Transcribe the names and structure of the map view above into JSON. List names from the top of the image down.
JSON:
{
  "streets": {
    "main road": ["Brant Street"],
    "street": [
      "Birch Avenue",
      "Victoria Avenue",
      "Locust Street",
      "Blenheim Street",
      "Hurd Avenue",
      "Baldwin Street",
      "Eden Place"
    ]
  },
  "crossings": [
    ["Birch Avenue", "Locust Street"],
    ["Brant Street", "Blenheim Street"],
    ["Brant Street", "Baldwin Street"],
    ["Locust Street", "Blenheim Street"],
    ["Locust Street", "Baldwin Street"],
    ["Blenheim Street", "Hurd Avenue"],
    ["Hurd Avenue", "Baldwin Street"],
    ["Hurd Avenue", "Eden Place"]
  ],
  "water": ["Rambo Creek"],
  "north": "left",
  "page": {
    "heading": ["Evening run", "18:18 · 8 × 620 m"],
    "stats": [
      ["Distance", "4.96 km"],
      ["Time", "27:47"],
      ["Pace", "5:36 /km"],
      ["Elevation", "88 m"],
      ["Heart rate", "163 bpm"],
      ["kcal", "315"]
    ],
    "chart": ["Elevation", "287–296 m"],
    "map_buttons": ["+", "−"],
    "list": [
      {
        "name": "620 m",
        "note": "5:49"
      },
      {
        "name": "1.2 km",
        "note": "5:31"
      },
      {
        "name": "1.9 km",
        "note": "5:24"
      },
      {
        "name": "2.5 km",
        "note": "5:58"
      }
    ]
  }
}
# # # # # # #
→ **Problem to solve**
Send back every line of the listing above exactly.

→ **Result**
Transcribe the names and structure of the map view above into JSON. List names from the top of the image down.
JSON:
{
  "streets": {
    "main road": ["Brant Street"],
    "street": [
      "Birch Avenue",
      "Victoria Avenue",
      "Locust Street",
      "Blenheim Street",
      "Hurd Avenue",
      "Baldwin Street",
      "Eden Place"
    ]
  },
  "crossings": [
    ["Birch Avenue", "Locust Street"],
    ["Brant Street", "Blenheim Street"],
    ["Brant Street", "Baldwin Street"],
    ["Locust Street", "Blenheim Street"],
    ["Locust Street", "Baldwin Street"],
    ["Blenheim Street", "Hurd Avenue"],
    ["Hurd Avenue", "Baldwin Street"],
    ["Hurd Avenue", "Eden Place"]
  ],
  "water": ["Rambo Creek"],
  "north": "left",
  "page": {
    "heading": ["Evening run", "18:18 · 8 × 620 m"],
    "stats": [
      ["Distance", "4.96 km"],
      ["Time", "27:47"],
      ["Pace", "5:36 /km"],
      ["Elevation", "88 m"],
      ["Heart rate", "163 bpm"],
      ["kcal", "315"]
    ],
    "chart": ["Elevation", "287–296 m"],
    "map_buttons": ["+", "−"],
    "list": [
      {
        "name": "620 m",
        "note": "5:49"
      },
      {
        "name": "1.2 km",
        "note": "5:31"
      },
      {
        "name": "1.9 km",
        "note": "5:24"
      },
      {
        "name": "2.5 km",
        "note": "5:58"
      }
    ]
  }
}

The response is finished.